By: Frederick U. Longwood, CPA
The Patient Protection and Affordable Care Act (the Act) which was signed into law on March 23, 2010, contains several provisions to encourage employers to provide health care coverage to their employees. The Act does not require employers to provide health insurance coverage to employees, but starting in 2014, employers may be penalized for failing to do so. These penalties, which will be enforced by the Internal Revenue Service, will be imposed on employers with at least 50 full-time employees (those who work 30 hours or more per week).
The legislation offers a tax credit to eligible small employers to assist them in purchasing health insurance for their employees. For employers that are not tax-exempt organizations, the credit is equal to 35% of the lesser of:
(a) the employer's nonelective contributions for insurance premiums paid on behalf of their employees for health insurance premiums; or
(b) the average premium for the small group market offered in that employer's state.

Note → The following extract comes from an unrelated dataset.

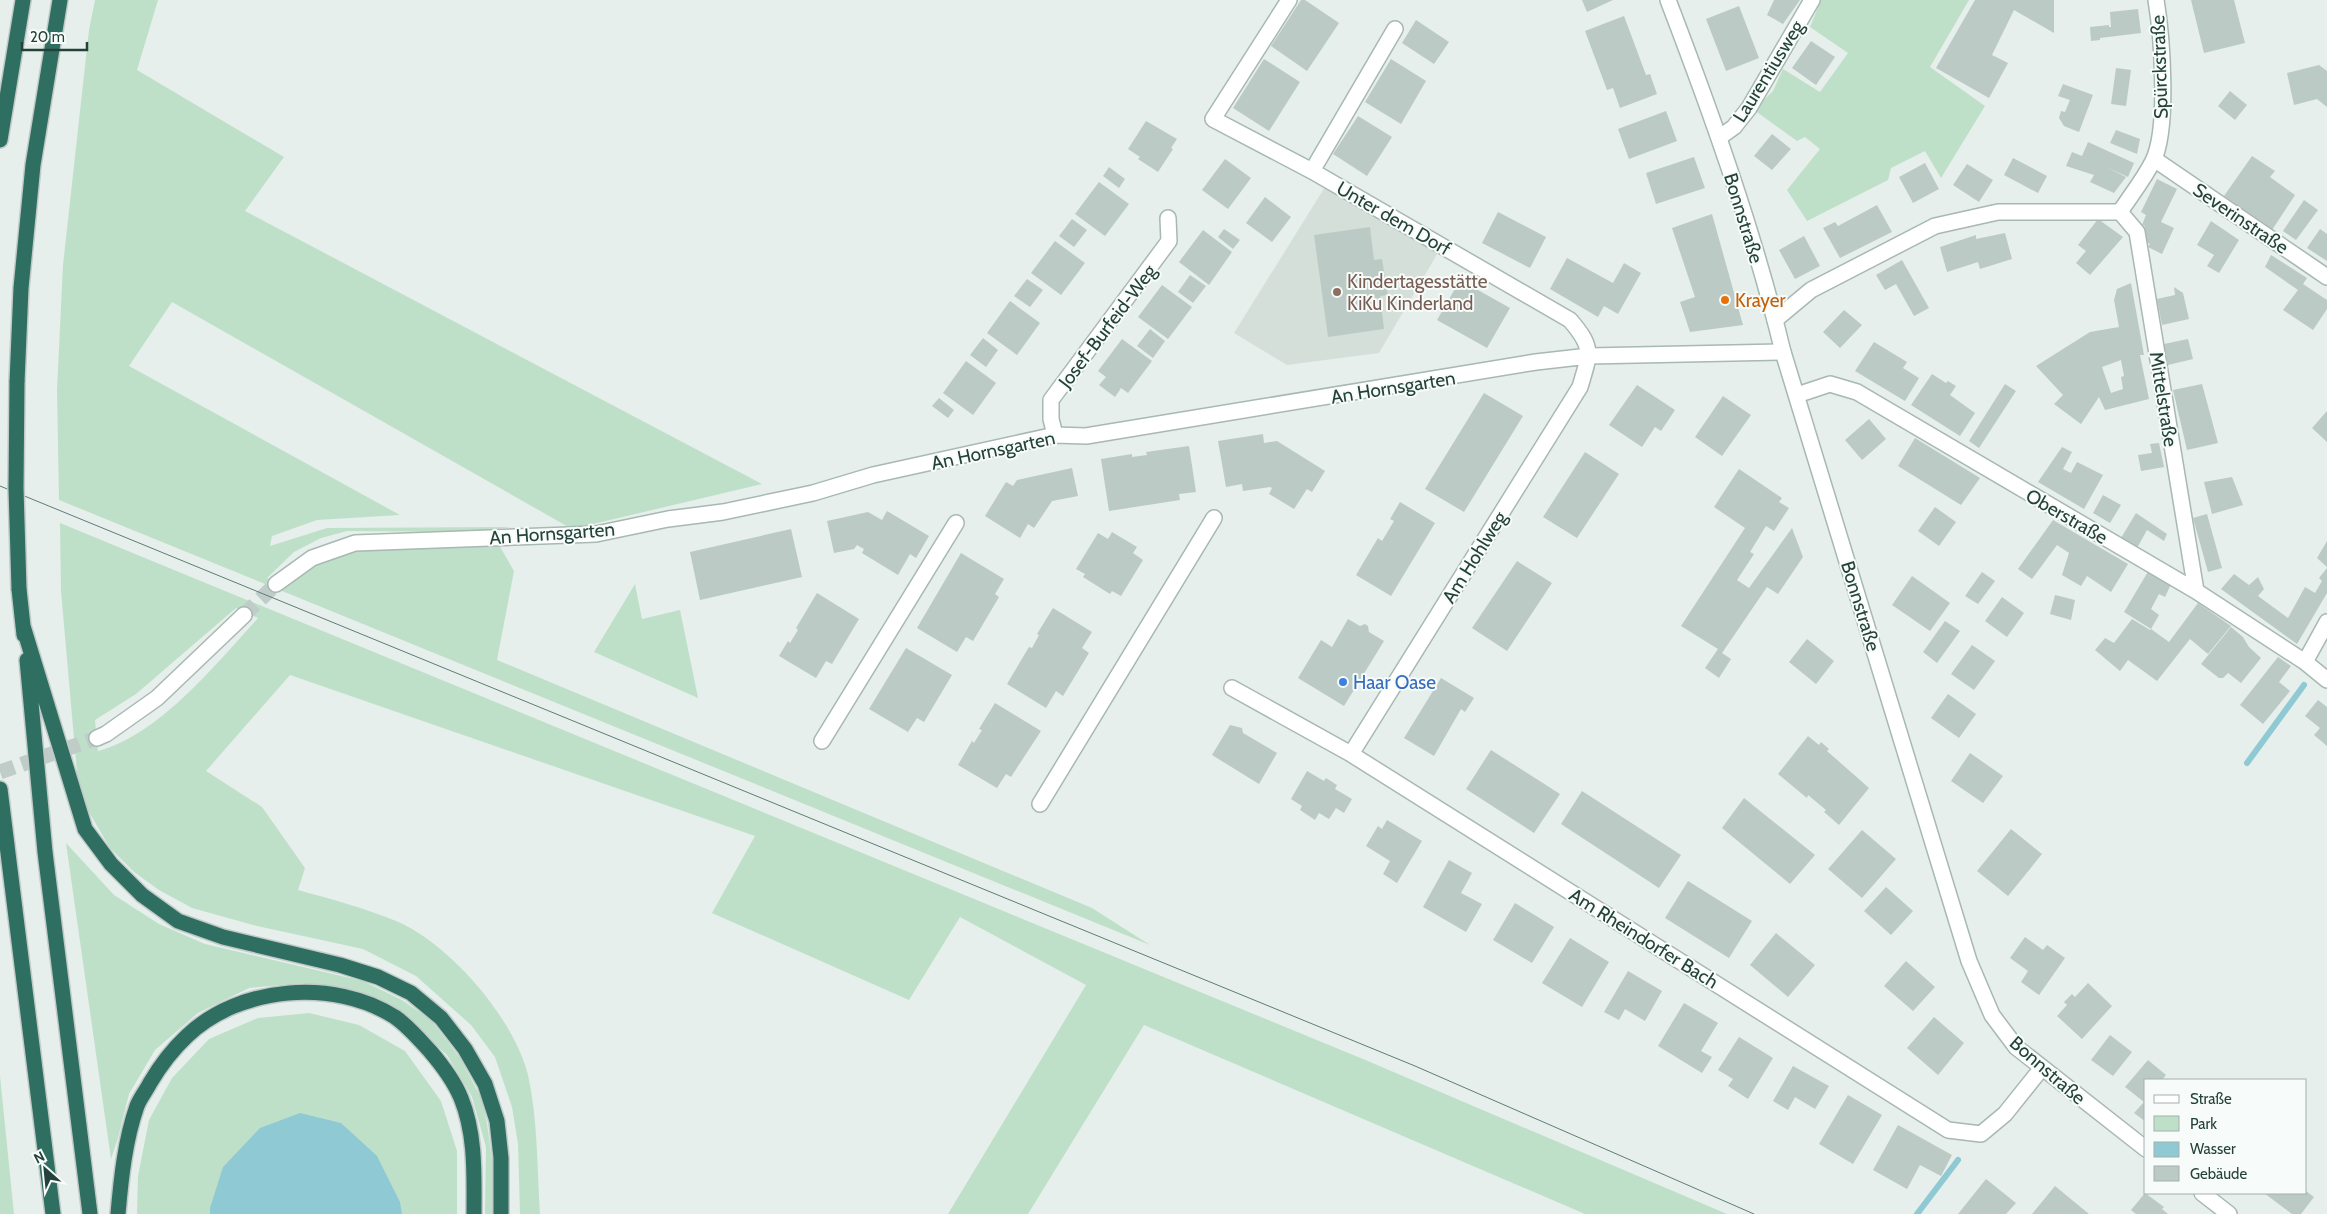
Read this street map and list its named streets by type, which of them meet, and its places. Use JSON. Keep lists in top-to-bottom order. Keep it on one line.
{"streets":{"street":["Spürckstraße","Laurentiusweg","Unter dem Dorf","Bonnstraße","Severinstraße","Josef-Burfeid-Weg","An Hornsgarten","Mittelstraße","Oberstraße","Am Hohlweg","Am Rheindorfer Bach"]},"crossings":[["Spürckstraße","Severinstraße"],["Spürckstraße","Mittelstraße"],["Laurentiusweg","Bonnstraße"],["Unter dem Dorf","An Hornsgarten"],["Unter dem Dorf","Am Hohlweg"],["Bonnstraße","An Hornsgarten"],["Bonnstraße","Oberstraße"],["Bonnstraße","Am Rheindorfer Bach"],["Josef-Burfeid-Weg","An Hornsgarten"],["An Hornsgarten","Am Hohlweg"],["Mittelstraße","Oberstraße"],["Am Hohlweg","Am Rheindorfer Bach"]],"places":["Kindertagesstätte KiKu Kinderland","Krayer","Haar Oase"],"legend":["Straße","Park","Wasser","Gebäude"],"scale_bar":"20 m","north":"top left"}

Beginning in 2014, the credit increases to 50%. The credit will be claimed as a general business credit under Internal Revenue Code Section 38; and as such, any unused credit amount may be carried back one year and forward 20 years. The one-year carry back is not available for the tax year 2010 because the credit may not be carried back to 2009, which was a tax year before the effective date of the credit. For tax-exempt organizations, the maximum credit is 25% through 2013, and 35% beginning in 2014.
Tax-exempt employers not eligible to claim the general business credit under Section 38 will claim the credit against their payroll tax liabilities. The credit will be a refundable tax credit limited to the amount of the tax-exempt employer's payroll taxes (income tax and Medicare tax withheld from employees' wages and the employer share of Medicare tax on employees' wages) during the calendar year in which the tax year begins.
Both taxable and tax-exempt employers will be considered qualified eligible small employers if they have fewer than 25 full-time employees whose annual wages for the year are less than $50,000 and are covered by a qualifying health insurance arrangement. A health insurance arrangement will be considered qualified as long as the eligible small employer is required to make a nonelective contribution (that is, an employer contribution other than an employer contribution pursuant to a salary reduction arrangement) for each employee who enrolls in a qualified health plan offered to employees through an exchange that is equal to a uniform percentage, but not less than 50 percent, of the premium cost of the health plan. The premiums paid under the qualifying arrangement must provide health insurance coverage that meets the requirements of Section 45R.
The full amount of the credit is available to all employers with 10 or fewer employees with average annual salaries of $25,000. The credit will be phased out to the above mentioned 35% and 25% limits and the average wage threshold will be indexed for inflation beginning in 2014.
The Treasury is slated to issue regulations governing the determination of eligibility for the credit, calculation of the amount of the credit, and the mechanics for how the credits are to be claimed. Comments on the issues to be addressed in the regulations are due by August 30, 2010.
The value of the health insurance coverage provided by all employers, both eligible small employers and all others, will be required to be reported on each employee's Form W-2 for tax years beginning after December 31, 2010.